I did not add in my previous post that Senator Mitch can peg human behavior and has a very
focused and razor sharp mind. I tend not to agree with Mitch McConnell but I painfully know
how he took down a sitting POTUS by his stern senior system clout in the U.S Senate. To now
describe "schoolboy" Brett as being a more charismatic speaker than good ole Mitch is a nod
to the deer in the headlights sweet charm that he moxied Susan Collins with. Brett is always
the world's worst conformist. I think he is needed to appease the Jeb Bush wing of the GOP
and is an act of alliance building by the Donald. The word 'fanboy' in my previous post has its
moments of snark.
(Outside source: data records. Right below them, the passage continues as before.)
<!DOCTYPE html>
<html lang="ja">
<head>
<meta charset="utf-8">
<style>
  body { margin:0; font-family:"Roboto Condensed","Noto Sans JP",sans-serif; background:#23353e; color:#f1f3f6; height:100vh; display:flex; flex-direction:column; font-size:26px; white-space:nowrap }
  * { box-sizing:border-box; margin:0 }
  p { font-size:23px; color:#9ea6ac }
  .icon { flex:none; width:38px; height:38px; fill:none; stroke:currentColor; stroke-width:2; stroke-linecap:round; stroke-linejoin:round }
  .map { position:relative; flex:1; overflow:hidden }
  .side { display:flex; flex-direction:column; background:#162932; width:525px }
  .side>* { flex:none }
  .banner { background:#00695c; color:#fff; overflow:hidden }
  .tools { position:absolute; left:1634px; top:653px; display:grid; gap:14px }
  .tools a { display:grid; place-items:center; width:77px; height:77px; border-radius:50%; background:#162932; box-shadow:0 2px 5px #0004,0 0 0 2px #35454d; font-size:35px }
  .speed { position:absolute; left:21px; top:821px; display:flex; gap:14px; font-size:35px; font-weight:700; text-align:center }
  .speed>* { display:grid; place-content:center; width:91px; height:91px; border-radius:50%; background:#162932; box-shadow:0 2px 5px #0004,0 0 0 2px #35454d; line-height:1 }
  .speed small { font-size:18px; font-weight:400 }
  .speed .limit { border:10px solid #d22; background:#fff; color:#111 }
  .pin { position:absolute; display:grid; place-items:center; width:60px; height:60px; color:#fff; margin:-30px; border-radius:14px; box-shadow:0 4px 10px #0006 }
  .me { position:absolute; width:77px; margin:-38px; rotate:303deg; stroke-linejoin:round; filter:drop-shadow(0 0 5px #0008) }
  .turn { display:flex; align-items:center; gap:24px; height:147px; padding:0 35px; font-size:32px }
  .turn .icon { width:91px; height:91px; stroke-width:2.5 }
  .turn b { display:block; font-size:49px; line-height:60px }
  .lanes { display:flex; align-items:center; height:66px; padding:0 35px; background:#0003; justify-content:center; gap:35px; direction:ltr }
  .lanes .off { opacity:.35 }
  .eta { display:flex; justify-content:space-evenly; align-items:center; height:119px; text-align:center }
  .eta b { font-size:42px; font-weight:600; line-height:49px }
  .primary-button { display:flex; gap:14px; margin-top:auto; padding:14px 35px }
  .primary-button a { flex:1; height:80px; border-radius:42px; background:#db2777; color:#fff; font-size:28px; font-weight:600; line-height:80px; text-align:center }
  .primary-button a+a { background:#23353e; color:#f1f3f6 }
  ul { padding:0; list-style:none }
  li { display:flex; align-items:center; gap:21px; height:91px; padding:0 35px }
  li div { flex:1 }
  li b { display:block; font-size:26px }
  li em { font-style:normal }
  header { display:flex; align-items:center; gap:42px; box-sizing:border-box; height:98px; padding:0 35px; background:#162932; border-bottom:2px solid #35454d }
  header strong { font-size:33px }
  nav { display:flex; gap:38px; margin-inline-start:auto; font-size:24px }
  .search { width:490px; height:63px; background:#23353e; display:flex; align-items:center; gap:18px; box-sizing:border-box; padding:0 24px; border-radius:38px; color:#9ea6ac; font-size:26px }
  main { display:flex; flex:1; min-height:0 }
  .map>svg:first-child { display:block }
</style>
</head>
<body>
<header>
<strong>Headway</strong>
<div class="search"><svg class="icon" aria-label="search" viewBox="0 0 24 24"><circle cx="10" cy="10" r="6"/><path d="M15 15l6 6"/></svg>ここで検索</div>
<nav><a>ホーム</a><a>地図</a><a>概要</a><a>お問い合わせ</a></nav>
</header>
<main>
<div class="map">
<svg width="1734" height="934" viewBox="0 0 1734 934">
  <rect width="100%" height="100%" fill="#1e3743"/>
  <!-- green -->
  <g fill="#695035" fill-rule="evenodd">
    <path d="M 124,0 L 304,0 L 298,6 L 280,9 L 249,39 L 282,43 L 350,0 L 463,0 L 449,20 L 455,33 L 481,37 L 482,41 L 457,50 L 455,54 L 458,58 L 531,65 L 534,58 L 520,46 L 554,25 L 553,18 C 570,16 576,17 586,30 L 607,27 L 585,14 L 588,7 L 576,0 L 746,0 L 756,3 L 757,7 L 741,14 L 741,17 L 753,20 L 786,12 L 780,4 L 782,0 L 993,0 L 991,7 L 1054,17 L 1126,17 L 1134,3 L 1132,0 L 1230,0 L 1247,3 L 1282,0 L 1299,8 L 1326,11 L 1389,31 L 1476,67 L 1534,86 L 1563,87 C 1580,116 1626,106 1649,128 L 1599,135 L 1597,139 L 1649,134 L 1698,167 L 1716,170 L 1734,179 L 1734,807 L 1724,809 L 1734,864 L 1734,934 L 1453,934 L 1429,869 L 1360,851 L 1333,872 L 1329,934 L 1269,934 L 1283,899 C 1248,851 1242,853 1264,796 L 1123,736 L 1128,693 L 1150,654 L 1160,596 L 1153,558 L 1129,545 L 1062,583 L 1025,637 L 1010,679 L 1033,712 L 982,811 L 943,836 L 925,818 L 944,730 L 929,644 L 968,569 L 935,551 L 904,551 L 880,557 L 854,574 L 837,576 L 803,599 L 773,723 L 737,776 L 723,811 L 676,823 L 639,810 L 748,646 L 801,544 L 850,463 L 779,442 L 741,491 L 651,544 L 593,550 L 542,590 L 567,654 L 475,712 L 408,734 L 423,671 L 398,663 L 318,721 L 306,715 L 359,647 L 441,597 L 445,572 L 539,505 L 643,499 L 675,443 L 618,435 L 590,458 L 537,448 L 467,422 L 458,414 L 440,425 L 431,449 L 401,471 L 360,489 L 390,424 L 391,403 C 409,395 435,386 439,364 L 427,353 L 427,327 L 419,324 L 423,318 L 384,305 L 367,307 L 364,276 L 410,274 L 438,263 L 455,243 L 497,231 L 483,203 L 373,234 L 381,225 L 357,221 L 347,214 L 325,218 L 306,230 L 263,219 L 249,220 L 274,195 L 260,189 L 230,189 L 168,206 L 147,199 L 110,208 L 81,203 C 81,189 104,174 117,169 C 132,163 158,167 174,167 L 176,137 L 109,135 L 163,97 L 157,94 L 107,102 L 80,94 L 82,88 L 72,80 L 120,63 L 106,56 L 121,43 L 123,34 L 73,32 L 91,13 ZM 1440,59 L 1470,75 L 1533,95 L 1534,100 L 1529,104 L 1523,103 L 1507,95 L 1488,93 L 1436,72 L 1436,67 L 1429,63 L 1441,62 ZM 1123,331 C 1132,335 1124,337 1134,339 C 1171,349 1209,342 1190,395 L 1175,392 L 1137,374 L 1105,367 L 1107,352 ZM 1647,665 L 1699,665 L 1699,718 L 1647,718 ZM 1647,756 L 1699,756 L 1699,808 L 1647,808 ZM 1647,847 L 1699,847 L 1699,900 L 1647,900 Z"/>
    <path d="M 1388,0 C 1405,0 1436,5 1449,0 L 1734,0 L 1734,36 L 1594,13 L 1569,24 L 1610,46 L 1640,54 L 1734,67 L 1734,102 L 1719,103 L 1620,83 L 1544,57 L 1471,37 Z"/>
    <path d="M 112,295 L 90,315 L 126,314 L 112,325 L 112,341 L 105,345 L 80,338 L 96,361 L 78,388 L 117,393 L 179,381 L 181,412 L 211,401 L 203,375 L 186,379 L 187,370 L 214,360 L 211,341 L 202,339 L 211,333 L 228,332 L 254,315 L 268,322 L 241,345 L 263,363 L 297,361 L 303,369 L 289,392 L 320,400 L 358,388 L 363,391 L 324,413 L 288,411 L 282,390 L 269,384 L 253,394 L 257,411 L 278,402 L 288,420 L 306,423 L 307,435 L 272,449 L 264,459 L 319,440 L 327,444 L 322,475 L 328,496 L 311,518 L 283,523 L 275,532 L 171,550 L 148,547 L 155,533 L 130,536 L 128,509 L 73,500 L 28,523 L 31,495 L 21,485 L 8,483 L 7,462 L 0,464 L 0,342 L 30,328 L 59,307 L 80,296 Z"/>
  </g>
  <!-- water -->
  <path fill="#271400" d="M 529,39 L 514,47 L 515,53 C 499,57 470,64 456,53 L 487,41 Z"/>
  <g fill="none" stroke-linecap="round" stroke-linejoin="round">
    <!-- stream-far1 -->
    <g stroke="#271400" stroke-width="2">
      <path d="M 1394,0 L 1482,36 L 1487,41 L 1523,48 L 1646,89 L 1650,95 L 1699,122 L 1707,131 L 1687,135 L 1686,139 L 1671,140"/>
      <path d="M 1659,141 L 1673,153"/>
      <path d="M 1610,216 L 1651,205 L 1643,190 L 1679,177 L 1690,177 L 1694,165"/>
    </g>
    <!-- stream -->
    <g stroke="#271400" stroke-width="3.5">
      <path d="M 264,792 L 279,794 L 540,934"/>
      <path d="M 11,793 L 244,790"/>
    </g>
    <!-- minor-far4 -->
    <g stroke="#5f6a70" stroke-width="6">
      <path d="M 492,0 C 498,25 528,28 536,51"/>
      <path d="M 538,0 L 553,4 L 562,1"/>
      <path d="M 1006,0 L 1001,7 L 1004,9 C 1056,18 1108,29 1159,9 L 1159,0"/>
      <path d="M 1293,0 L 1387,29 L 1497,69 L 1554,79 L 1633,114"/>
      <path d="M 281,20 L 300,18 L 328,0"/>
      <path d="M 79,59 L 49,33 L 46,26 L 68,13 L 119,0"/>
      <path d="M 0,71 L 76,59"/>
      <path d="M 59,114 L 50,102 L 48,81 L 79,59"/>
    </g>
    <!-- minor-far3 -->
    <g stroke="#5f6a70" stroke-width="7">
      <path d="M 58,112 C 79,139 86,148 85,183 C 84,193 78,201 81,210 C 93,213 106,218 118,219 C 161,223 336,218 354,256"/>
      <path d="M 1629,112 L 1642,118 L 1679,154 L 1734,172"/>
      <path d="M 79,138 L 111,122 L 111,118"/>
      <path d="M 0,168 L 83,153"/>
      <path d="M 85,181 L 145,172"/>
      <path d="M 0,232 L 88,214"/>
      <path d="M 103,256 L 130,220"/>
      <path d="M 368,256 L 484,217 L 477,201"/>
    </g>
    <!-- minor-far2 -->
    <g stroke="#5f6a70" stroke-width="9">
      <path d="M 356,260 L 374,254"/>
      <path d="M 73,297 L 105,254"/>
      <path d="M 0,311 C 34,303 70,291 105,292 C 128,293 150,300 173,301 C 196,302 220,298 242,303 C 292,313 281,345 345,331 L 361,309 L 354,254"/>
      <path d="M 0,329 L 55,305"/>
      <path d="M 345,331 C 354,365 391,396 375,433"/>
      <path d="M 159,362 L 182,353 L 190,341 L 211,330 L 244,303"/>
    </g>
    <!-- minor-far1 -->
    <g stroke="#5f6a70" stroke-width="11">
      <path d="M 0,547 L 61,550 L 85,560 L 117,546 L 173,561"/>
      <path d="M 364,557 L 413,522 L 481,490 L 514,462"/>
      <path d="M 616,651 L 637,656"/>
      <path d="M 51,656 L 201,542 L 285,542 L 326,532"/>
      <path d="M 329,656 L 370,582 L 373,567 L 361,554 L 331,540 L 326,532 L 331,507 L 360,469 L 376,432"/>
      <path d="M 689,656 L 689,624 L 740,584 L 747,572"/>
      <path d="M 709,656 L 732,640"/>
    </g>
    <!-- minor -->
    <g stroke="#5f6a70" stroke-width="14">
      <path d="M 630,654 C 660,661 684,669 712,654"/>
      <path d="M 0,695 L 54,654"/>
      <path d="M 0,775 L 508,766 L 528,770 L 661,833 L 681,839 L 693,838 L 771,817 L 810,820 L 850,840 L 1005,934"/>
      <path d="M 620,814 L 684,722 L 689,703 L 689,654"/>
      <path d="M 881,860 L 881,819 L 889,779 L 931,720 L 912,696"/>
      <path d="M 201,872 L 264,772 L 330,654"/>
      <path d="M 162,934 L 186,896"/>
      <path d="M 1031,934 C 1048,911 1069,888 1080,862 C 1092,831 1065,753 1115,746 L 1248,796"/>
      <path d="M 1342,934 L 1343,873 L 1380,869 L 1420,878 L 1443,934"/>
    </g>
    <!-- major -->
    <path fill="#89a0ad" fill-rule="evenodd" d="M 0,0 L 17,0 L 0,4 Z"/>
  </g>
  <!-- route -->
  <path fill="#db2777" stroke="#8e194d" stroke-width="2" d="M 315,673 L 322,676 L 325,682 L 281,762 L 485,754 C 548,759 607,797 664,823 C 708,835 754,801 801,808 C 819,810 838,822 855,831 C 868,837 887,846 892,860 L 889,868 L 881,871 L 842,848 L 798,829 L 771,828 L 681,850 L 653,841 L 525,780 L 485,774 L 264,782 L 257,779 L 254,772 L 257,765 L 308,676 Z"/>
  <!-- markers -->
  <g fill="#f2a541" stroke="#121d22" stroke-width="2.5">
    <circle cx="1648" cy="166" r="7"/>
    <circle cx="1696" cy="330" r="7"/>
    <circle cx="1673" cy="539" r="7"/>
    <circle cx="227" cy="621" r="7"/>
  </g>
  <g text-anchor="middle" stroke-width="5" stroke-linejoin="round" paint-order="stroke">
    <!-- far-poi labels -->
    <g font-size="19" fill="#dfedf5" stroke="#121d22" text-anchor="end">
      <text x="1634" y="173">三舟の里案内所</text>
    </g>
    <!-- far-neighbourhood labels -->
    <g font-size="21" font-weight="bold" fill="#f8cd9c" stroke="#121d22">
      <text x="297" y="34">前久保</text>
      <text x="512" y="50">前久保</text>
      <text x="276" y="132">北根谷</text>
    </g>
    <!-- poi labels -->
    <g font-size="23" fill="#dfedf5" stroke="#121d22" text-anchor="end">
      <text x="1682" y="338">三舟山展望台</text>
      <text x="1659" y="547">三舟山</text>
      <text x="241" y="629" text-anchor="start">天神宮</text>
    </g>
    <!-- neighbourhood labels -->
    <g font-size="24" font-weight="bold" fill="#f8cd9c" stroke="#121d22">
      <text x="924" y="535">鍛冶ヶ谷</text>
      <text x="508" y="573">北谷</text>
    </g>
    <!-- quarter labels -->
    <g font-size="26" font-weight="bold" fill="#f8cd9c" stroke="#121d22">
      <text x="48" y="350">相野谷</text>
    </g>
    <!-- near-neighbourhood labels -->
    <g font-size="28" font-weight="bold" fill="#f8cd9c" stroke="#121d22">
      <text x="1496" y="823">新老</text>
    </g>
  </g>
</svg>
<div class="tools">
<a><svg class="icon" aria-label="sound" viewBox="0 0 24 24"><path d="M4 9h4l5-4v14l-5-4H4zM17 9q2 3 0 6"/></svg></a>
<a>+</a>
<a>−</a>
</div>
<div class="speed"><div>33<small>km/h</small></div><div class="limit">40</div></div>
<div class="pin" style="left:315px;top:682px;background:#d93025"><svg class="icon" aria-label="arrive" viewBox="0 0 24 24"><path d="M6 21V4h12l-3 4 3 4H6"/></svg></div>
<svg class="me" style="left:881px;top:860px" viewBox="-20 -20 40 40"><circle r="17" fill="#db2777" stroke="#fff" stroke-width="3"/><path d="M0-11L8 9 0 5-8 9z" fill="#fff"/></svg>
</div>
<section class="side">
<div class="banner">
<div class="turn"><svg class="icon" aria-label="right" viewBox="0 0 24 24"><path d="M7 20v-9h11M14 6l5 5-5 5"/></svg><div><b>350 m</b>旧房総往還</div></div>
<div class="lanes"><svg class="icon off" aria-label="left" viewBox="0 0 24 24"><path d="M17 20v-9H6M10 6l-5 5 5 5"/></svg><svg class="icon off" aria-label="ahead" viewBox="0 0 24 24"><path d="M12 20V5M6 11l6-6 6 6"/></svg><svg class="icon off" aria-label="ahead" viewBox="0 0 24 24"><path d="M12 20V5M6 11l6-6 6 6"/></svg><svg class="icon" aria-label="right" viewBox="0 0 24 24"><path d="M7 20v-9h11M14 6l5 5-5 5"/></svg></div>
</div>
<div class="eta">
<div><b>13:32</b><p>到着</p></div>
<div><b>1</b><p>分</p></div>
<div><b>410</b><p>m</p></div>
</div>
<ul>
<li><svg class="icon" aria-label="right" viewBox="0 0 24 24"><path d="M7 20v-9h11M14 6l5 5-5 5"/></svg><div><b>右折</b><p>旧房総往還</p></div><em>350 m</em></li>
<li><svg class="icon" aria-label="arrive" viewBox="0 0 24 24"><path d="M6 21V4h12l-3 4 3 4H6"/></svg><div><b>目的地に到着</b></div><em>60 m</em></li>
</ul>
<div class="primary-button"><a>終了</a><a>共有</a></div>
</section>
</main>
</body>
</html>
Again, you actually have tolerated my Impeachment Trifecta speculations
that try to plum the collective unconscious of the Radical Democrats of our era, as a means to
anticipate or rule out scenarios. Trump now has his D.C era Golden Parachute in place with the
arrival of Partyboy Brett, I do feel. Any BLUE WAVE is going to be hit by an archly conservative
high court. Any recession that triggers a Blue Wave over the next 12 to 16 years will recreate
the political circumstances in 1936 that impelled FDR to try to add seats to our Supreme Court.

Aratus
10-07-2018, 11:20 PM
In 1936, as we full well know, after TWO historic landslides, FDR got tired of the old farts
on the Supreme Court and tried to add seats to it so he could young people in it. This did
get the GOP leaders of his era quite upset. Needless to say, Kavanaugh's tendency to not
often look at events or decisions prior to 1950 has its pluses and minuses. Ron Paul has a
good memory, and an ability to analyze major trends dispassionately. By comparison, Brett
is a confusing collection of unfocused impulses run rampant without restraint. He tends to
tell people what he thinks they want to hear. He is often very good when tasked to do things.